D’autres hausses de taux sont nécessaires, aux États-Unis comme dans la zone euro, car l’évolution des facteurs qui influencent l’inflation, telle qu’elle est attendue, ne suffira pas. Cette question apparaît dans les minutes de la réunion du FOMC de juillet. La baisse des prix des produits de base aiderait, mais ces derniers pourraient rebondir, tandis que « l’amélioration de l’offre serait utile, mais ne pourrait pas, à elle seule, résoudre suffisamment rapidement les déséquilibres entre l’offre et la demande dans l’économie »[4]. Selon Isabel Schnabel, « même si nous entrons en récession, il est peu probable que les pressions inflationnistes s’atténuent d’elles-mêmes (…) Le ralentissement de la croissance ne suffira donc probablement pas à freiner l’inflation »[5].

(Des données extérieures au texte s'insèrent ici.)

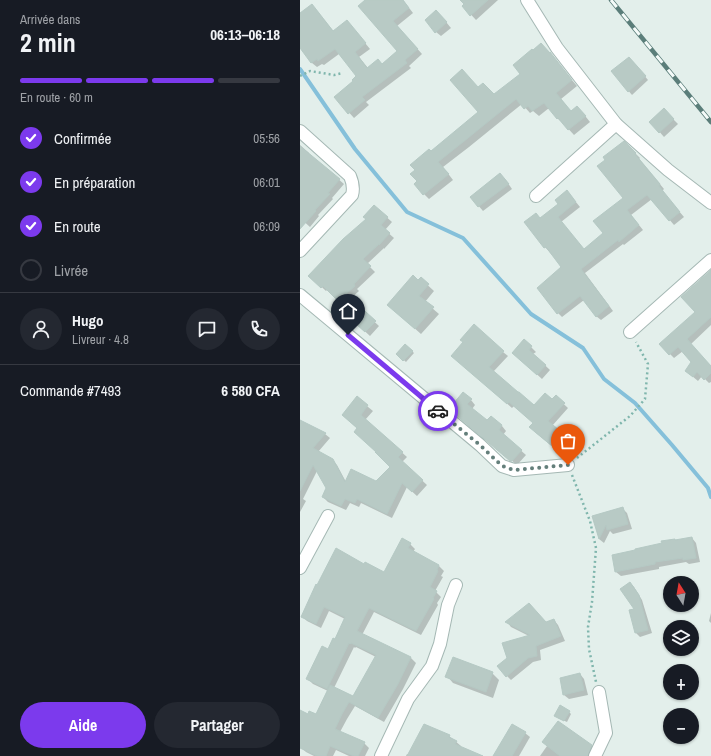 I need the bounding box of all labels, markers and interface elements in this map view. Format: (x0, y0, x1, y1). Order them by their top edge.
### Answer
text: Arrivée dans (20, 11, 80, 28)
text: 06:13–06:18 (210, 24, 280, 45)
text: 2 min (20, 25, 76, 60)
text: En route · 60 m (20, 89, 93, 106)
icon: check (20, 127, 42, 149)
text: Confirmée (54, 128, 111, 149)
text: 05:56 (253, 130, 280, 147)
icon: check (20, 171, 42, 193)
text: En préparation (54, 172, 135, 193)
text: 06:01 (253, 174, 280, 191)
icon: check (20, 215, 42, 237)
text: En route (54, 216, 101, 237)
text: 06:09 (253, 218, 280, 235)
text: Livrée (54, 260, 88, 281)
pin (331, 294, 365, 335)
icon: home (337, 300, 359, 322)
button: person (20, 308, 62, 350)
button: chat (186, 308, 228, 350)
button: phone (238, 308, 280, 350)
text: Hugo (72, 310, 103, 331)
text: Livreur · 4.8 (72, 331, 129, 348)
text: Commande #7493 (20, 380, 121, 401)
text: 6 580 CFA (221, 380, 280, 401)
courier (418, 391, 458, 431)
icon: car (427, 400, 449, 422)
pin (551, 424, 585, 465)
icon: bag (557, 430, 579, 452)
north arrow (663, 576, 699, 612)
map controls (663, 576, 699, 744)
button: layers (663, 620, 699, 656)
button: + (663, 664, 699, 700)
button: Aide (20, 702, 146, 748)
button: Partager (154, 702, 280, 748)
button: − (663, 708, 699, 744) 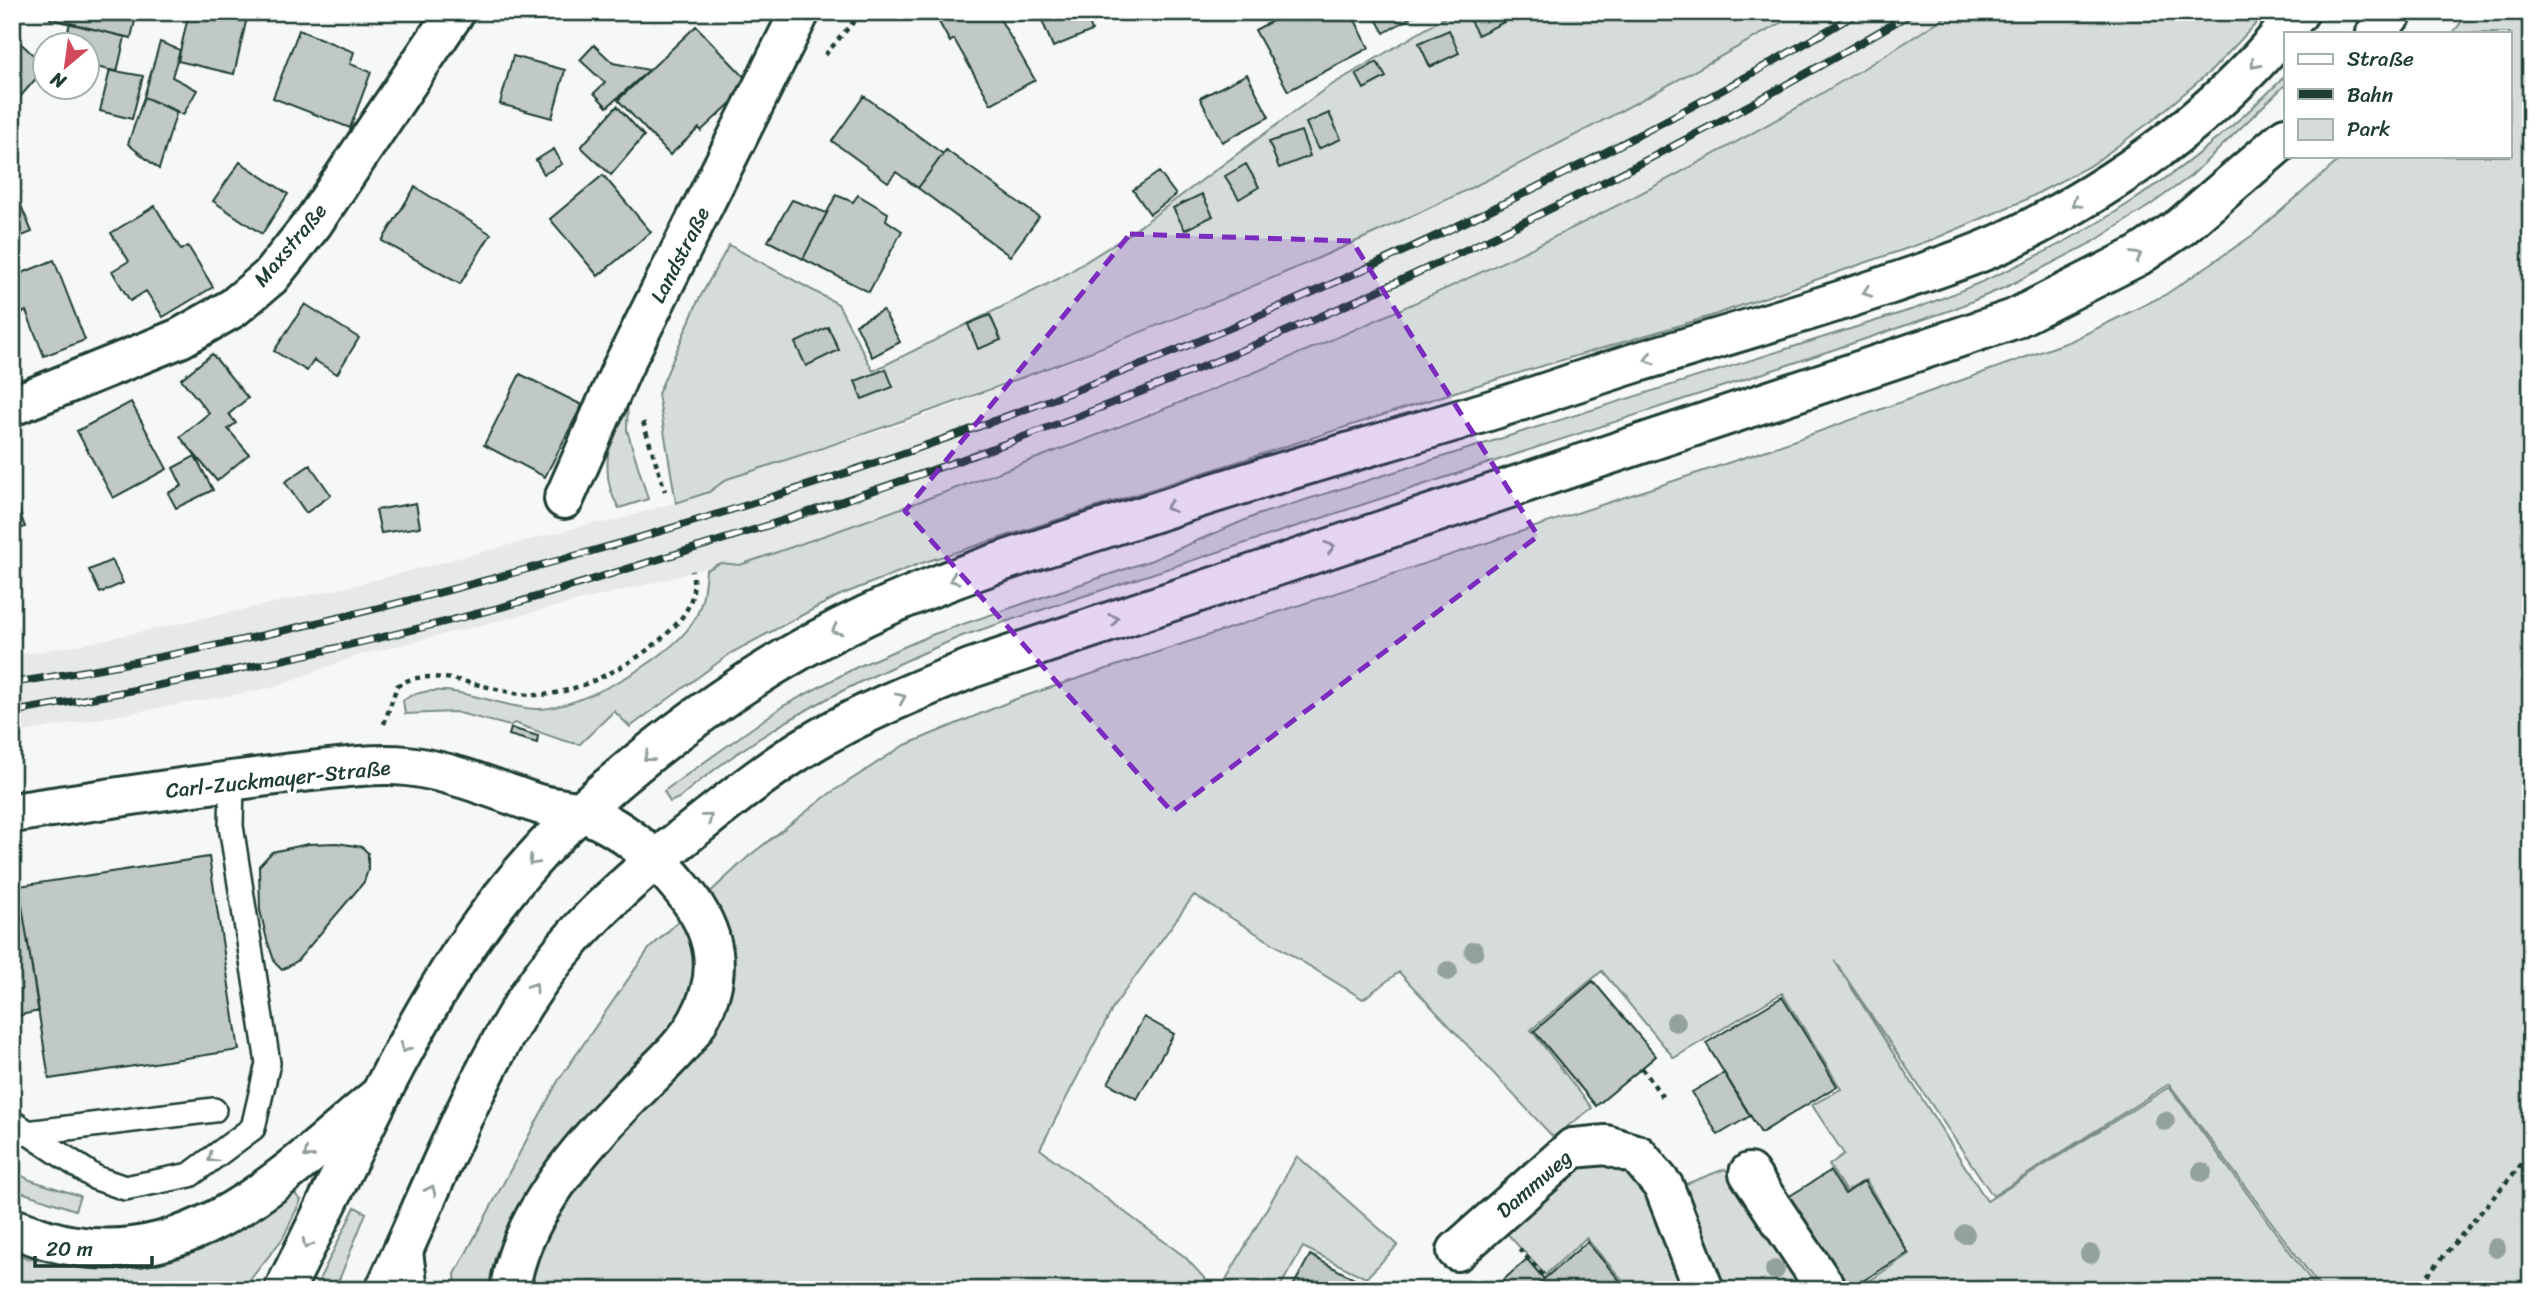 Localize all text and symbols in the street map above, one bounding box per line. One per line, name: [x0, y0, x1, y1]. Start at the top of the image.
north arrow: [32, 32, 102, 102]
legend: [2284, 32, 2512, 158]
text: Straße: [2347, 40, 2414, 78]
one-way arrow: [2250, 56, 2263, 69]
text: N: [44, 62, 73, 99]
text: Bahn: [2347, 76, 2393, 114]
text: Park: [2347, 110, 2390, 148]
street label: Maxstraße: [243, 194, 337, 296]
one-way arrow: [2070, 195, 2083, 208]
street label: Landstraße: [639, 200, 721, 310]
one-way arrow: [2129, 252, 2142, 265]
one-way arrow: [1861, 284, 1873, 298]
one-way arrow: [1644, 350, 1656, 365]
one-way arrow: [1164, 499, 1176, 514]
one-way arrow: [1323, 541, 1336, 555]
one-way arrow: [948, 570, 960, 584]
one-way arrow: [1107, 613, 1120, 627]
one-way arrow: [831, 622, 843, 636]
one-way arrow: [894, 692, 906, 706]
street label: Carl-Zuckmayer-Straße: [164, 748, 392, 810]
one-way arrow: [643, 749, 655, 762]
one-way arrow: [701, 813, 713, 826]
one-way arrow: [529, 853, 541, 866]
one-way arrow: [526, 982, 539, 995]
one-way arrow: [400, 1041, 413, 1054]
street label: Dammweg: [1487, 1139, 1581, 1228]
one-way arrow: [304, 1146, 317, 1158]
one-way arrow: [208, 1150, 220, 1162]
one-way arrow: [423, 1185, 437, 1197]
scale bar: [35, 1225, 152, 1269]
text: 20 m: [46, 1230, 93, 1268]
one-way arrow: [302, 1237, 315, 1249] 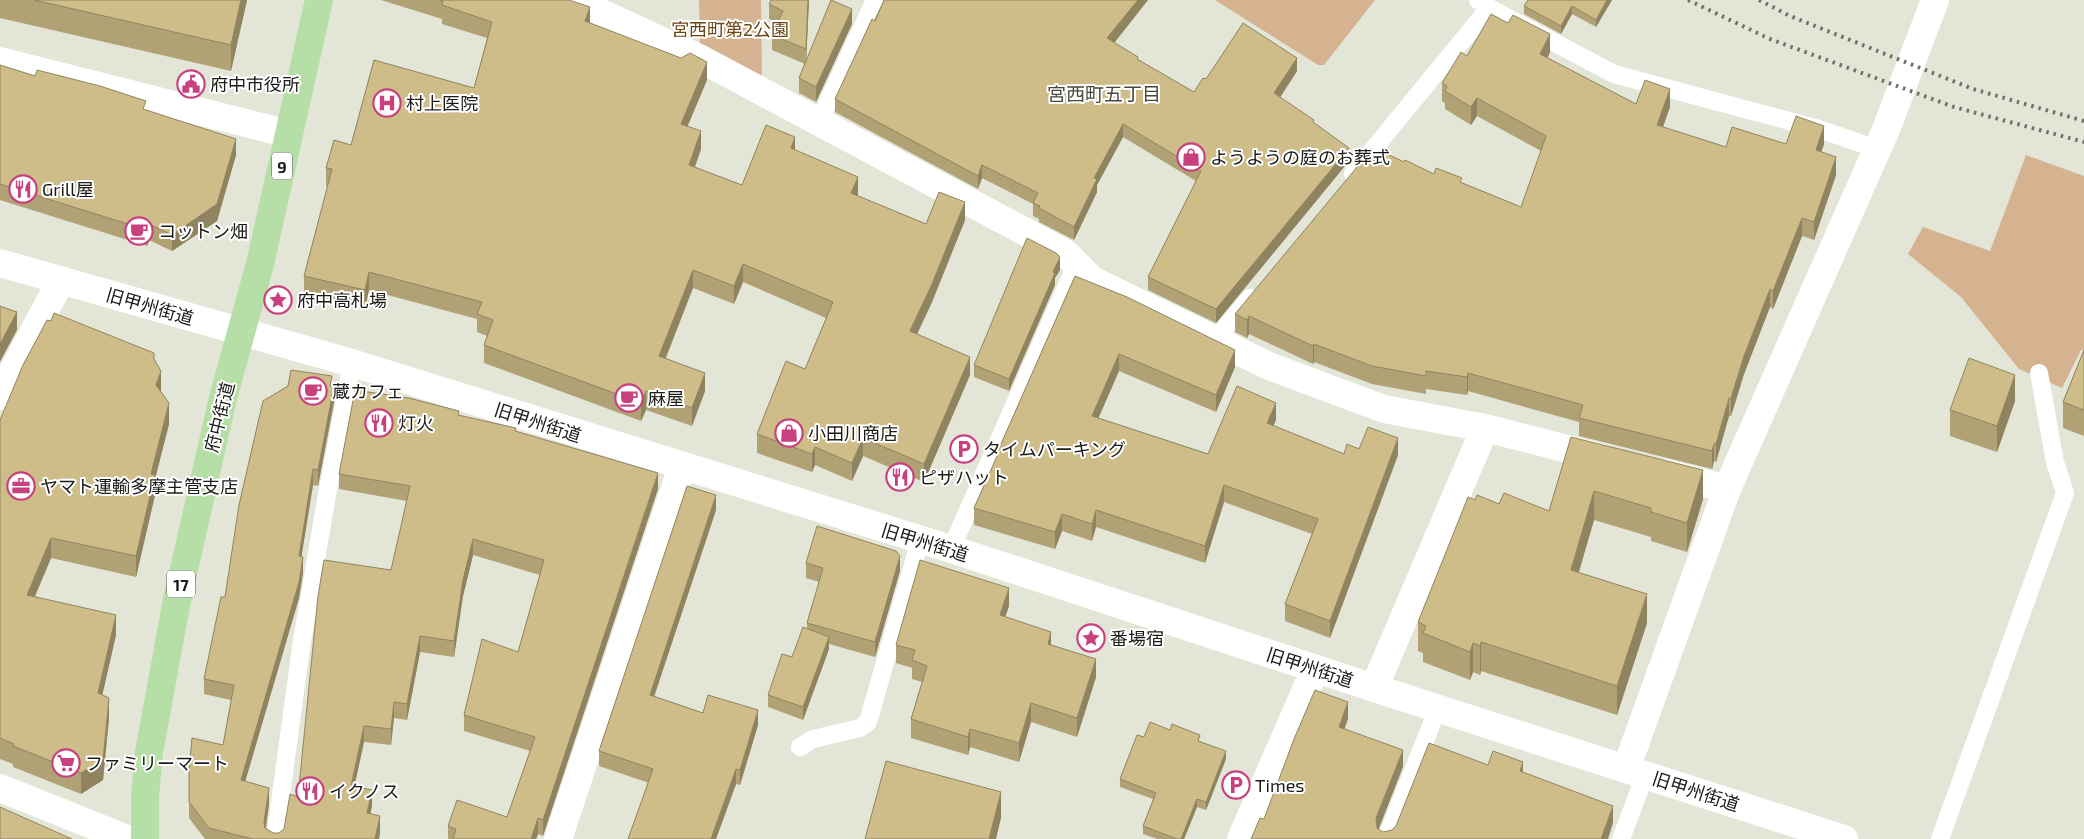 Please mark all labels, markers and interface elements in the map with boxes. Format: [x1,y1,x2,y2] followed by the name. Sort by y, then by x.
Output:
[671,18,789,40] park label: 宮西町第2公園
[176,69,206,99] public building icon: 府中市役所
[210,73,300,95] place label: 府中市役所
[1047,82,1161,105] district label: 宮西町五丁目
[372,88,402,118] hospital icon: 村上医院
[406,92,478,114] place label: 村上医院
[1176,142,1206,172] shop icon: ようようの庭のお葬式
[1210,146,1390,168] place label: ようようの庭のお葬式
[272,153,292,180] road number: 9
[8,174,38,204] restaurant icon: Grill屋
[42,178,94,200] place label: Grill屋
[124,216,154,246] cafe icon: コットン畑
[158,220,248,242] place label: コットン畑
[104,283,196,329] street label: 旧甲州街道
[263,285,293,315] place icon: 府中高札場
[297,289,387,311] place label: 府中高札場
[298,376,328,406] cafe icon: 蔵カフェ
[200,379,238,455] street label: 府中街道
[332,380,404,402] place label: 蔵カフェ
[614,383,644,413] cafe icon: 麻屋
[648,387,684,409] place label: 麻屋
[492,398,584,446] street label: 旧甲州街道
[364,408,394,438] restaurant icon: 灯火
[398,412,434,434] place label: 灯火
[774,418,804,448] shop icon: 小田川商店
[808,422,898,444] place label: 小田川商店
[949,434,979,464] parking icon: タイムパーキング
[983,438,1126,460] place label: タイムパーキング
[885,462,915,492] restaurant icon: ピザハット
[919,466,1009,488] place label: ピザハット
[6,471,36,501] office icon: ヤマト運輸多摩主管支店
[40,475,238,497] place label: ヤマト運輸多摩主管支店
[879,518,971,566] street label: 旧甲州街道
[167,570,195,598] road number: 17
[1076,623,1106,653] place icon: 番場宿
[1110,627,1164,649] place label: 番場宿
[1264,643,1356,691] street label: 旧甲州街道
[51,748,81,778] supermarket icon: ファミリーマート
[85,752,229,774] place label: ファミリーマート
[1650,767,1742,815] street label: 旧甲州街道
[1221,770,1251,800] parking icon: Times
[1255,774,1305,796] place label: Times
[295,776,325,806] restaurant icon: イクノス
[329,780,400,802] place label: イクノス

Il en résulte que, dans la conduite de la politique monétaire, la distinction entre les chocs de demande et ceux d’offre, pour expliquer l’augmentation de l‘inflation, est aujourd’hui dépassée. Elle était fondée sur l’idée que les conséquences inflationnistes d’un choc d’offre négatif – i.e. une hausse des prix des matières premières – étaient temporaires. Powell a reconnu à Jackson Hole que l’inflation élevée actuelle reflétait une forte demande et une offre limitée, et qu’attendre que cette dernière remonte – grâce à la réduction des goulets d’étranglement et des délais de livraison, etc. – n’est pas une option étant donné le niveau actuel de l’inflation et sa trajectoire prévue en l’absence d’une politique monétaire plus stricte.

Isabel Schnabel a été encore plus claire : dans le contexte actuel d’incertitude liée la persistance d’une inflation élevée, « considérer que l’inflation est tirée soit par l’offre, soit par la demande a peu de sens ». Le risque d’une inflation durablement élevée induit aussi que les banques centrales devront être certaines d’avoir remporté la bataille contre l’inflation avant de changer de politique monétaire. Selon Powell, « les événements passés sont un avertissement fort du risque d’un assouplissement prématuré ». Schnabel partage ce point de vue : « Les décideurs politiques ne devraient pas s’arrêter au premier signe d’un possible retournement des pressions inflationnistes, comme une baisse des perturbations de la chaîne d’approvisionnement. Ils doivent plutôt montrer leur détermination à ramener rapidement l’inflation à sa cible. »

Cela signifie que le « quoi qu’il en soit » revêt un nouveau sens[6] : les taux augmenteront pour maîtriser l’inflation, quel que soit le coût à court terme pour l’économie, car ne pas faire assez maintenant entraînerait un coût économique encore plus élevé par la suite. Sans surprise, les marchés ont vivement réagi à ces déclarations (graphiques 2 et 3). Vendredi 26 août, les rendements du Trésor américain ont bondi, avant de baisser de nouveau, tandis que les marchés actions ont chuté en réaction aux propos de Powell. Les déclarations de samedi 27 août de Schnabel et Villeroy de Galhau ont entraîné lundi 29 un énorme bond des rendements obligataires. Les banques centrales devraient s’en féliciter. Des conditions financières plus strictes aideront le resserrement monétaire à freiner la croissance. Dans quelle mesure cela se reflétera dans la dynamique de l’inflation ? Cela dépendra, dans une large mesure, de ce qui arrivera du côté de l’offre, qui n’est pas du ressort des banques centrales.

NOTES

1] Source : “Monetary Policy and Price Stability”, discours de Jerome H. Powell lors du symposium de politique économique “Reassessing Constraints on the Economy and Policy” organisé par la  Fed de Kansas City à Jackson Hole (Wyoming) le 26 août 2022.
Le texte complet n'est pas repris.